Required action
Looking at the data below, count the lines that contain the string "JSON". Write only the total.

[Items from a data source]
____

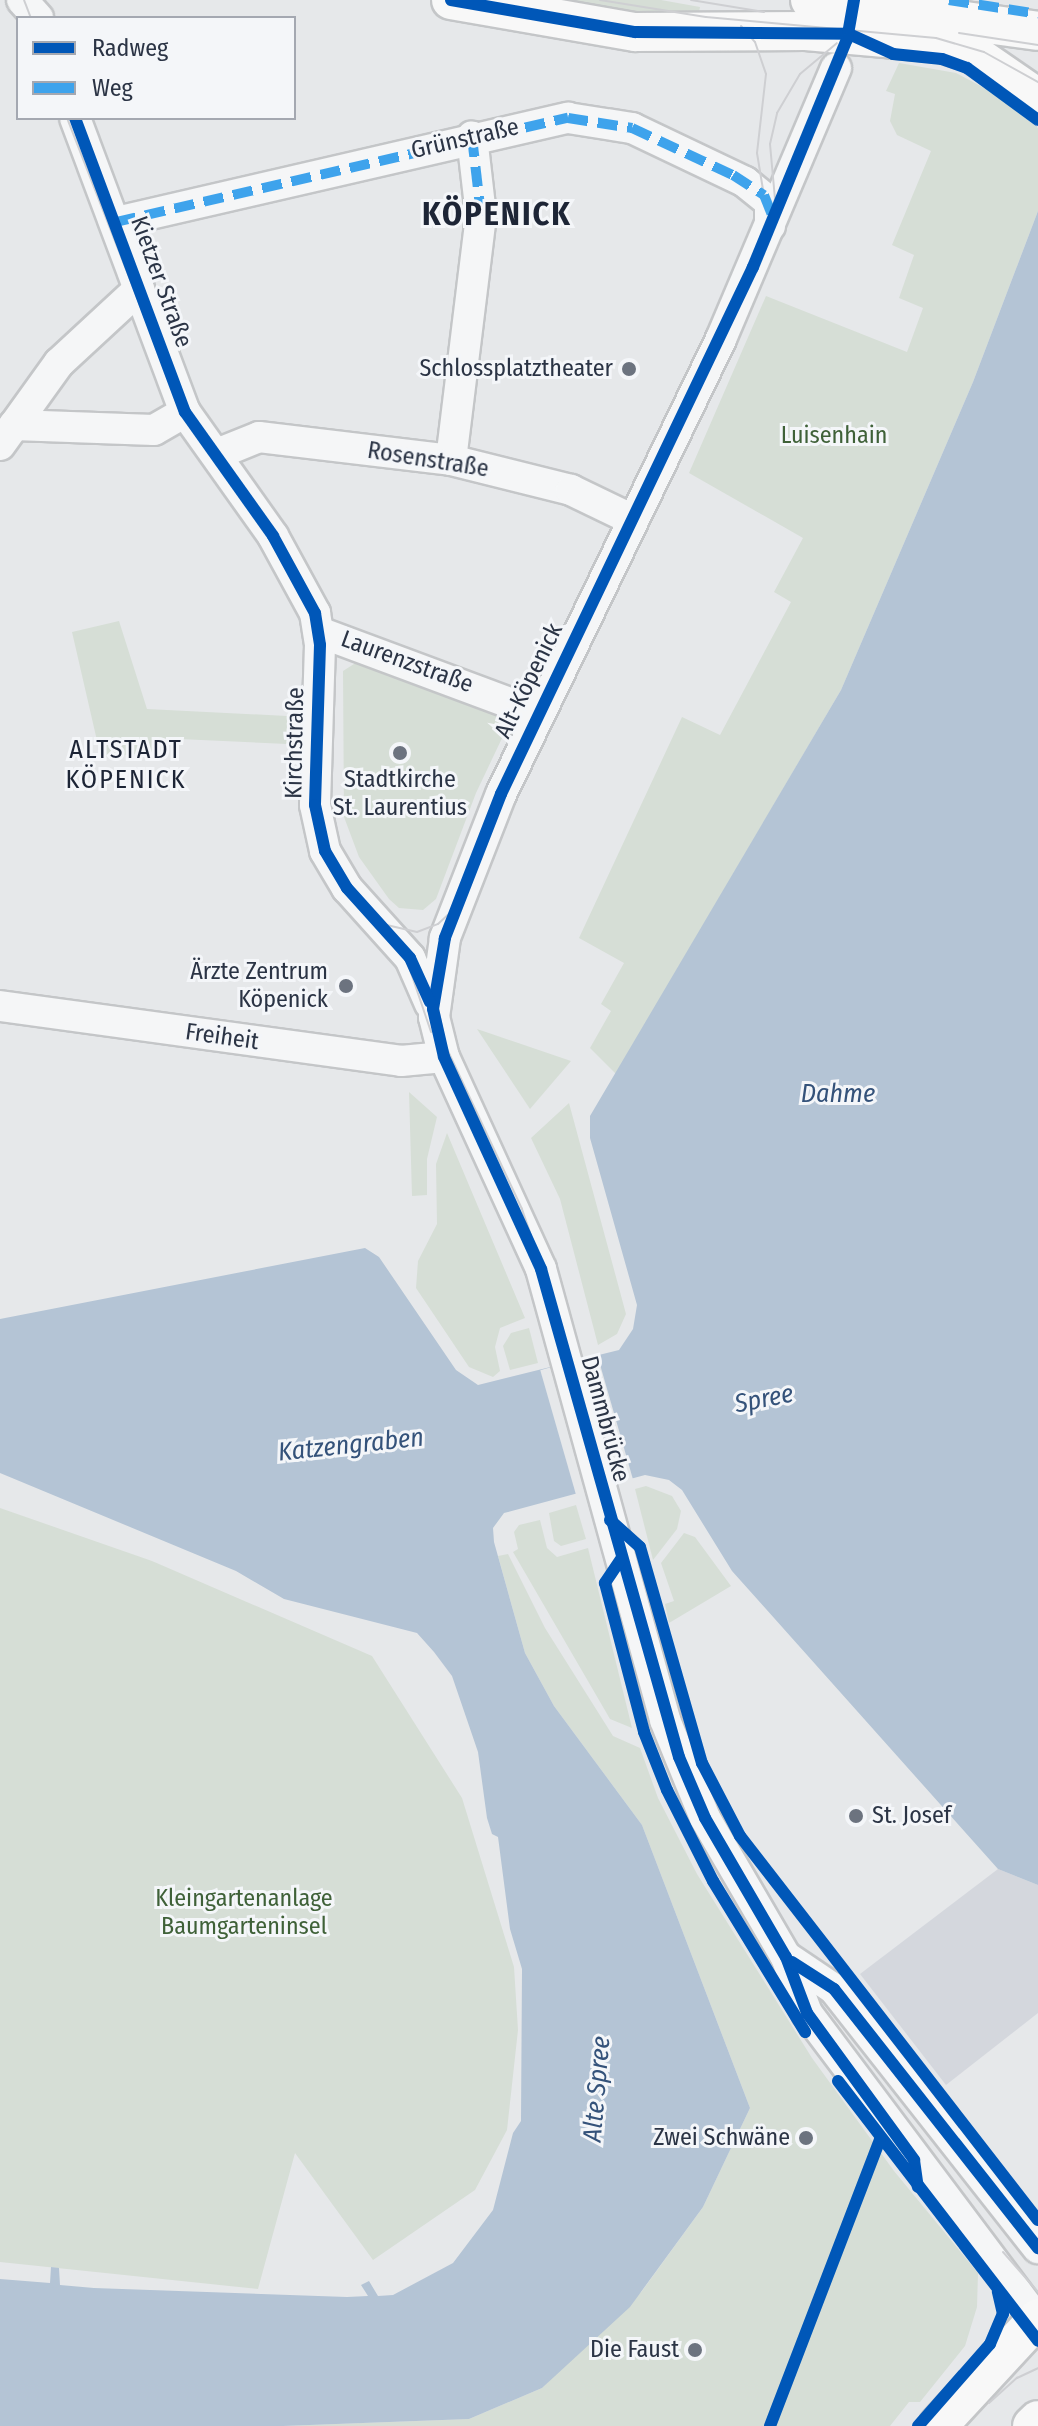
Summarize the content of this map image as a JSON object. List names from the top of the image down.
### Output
{
  "streets": {
    "street": [
      "Grünstraße",
      "Kietzer Straße",
      "Rosenstraße",
      "Laurenzstraße",
      "Alt-Köpenick",
      "Kirchstraße",
      "Freiheit",
      "Dammbrücke"
    ]
  },
  "crossings": [
    ["Grünstraße", "Kietzer Straße"],
    ["Grünstraße", "Alt-Köpenick"],
    ["Kietzer Straße", "Rosenstraße"],
    ["Kietzer Straße", "Kirchstraße"],
    ["Rosenstraße", "Alt-Köpenick"],
    ["Rosenstraße", "Kirchstraße"],
    ["Laurenzstraße", "Alt-Köpenick"],
    ["Laurenzstraße", "Kirchstraße"],
    ["Alt-Köpenick", "Kirchstraße"],
    ["Alt-Köpenick", "Freiheit"],
    ["Alt-Köpenick", "Dammbrücke"]
  ],
  "districts": ["KÖPENICK", "ALTSTADT KÖPENICK"],
  "water": [
    "Dahme",
    "Spree",
    "Katzengraben",
    "Alte Spree"
  ],
  "parks": ["Luisenhain", "Kleingartenanlage Baumgarteninsel"],
  "places": [
    "Schlossplatztheater",
    "Stadtkirche St. Laurentius",
    "Ärzte Zentrum Köpenick",
    "St. Josef",
    "Zwei Schwäne",
    "Die Faust"
  ],
  "legend": ["Radweg", "Weg"]
}
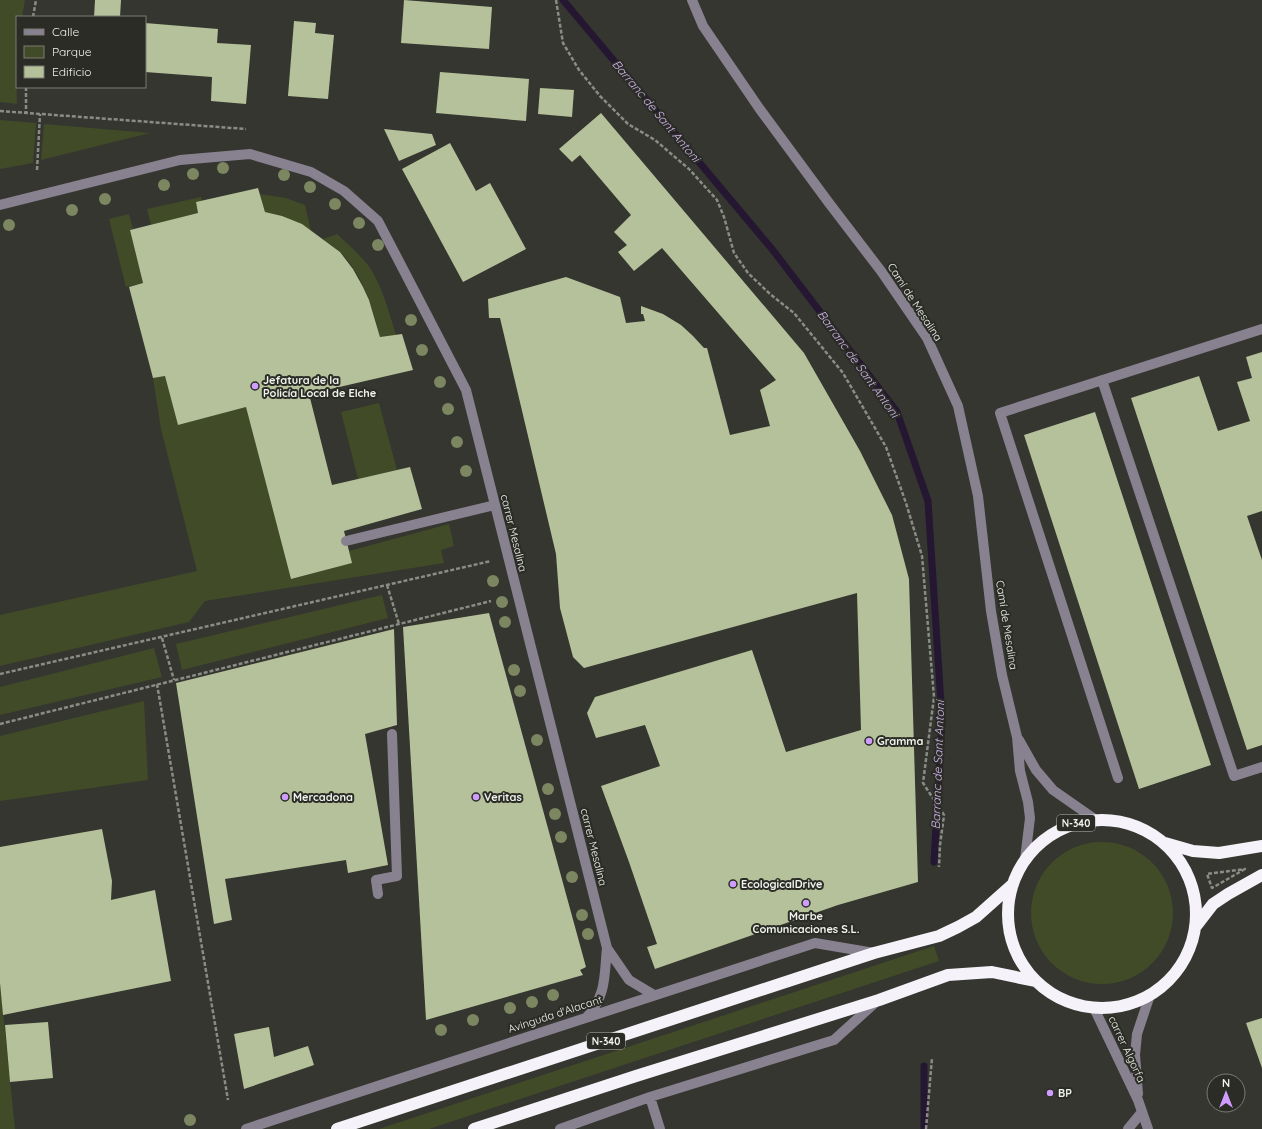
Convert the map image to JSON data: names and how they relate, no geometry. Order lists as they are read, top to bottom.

____

Result of the task
2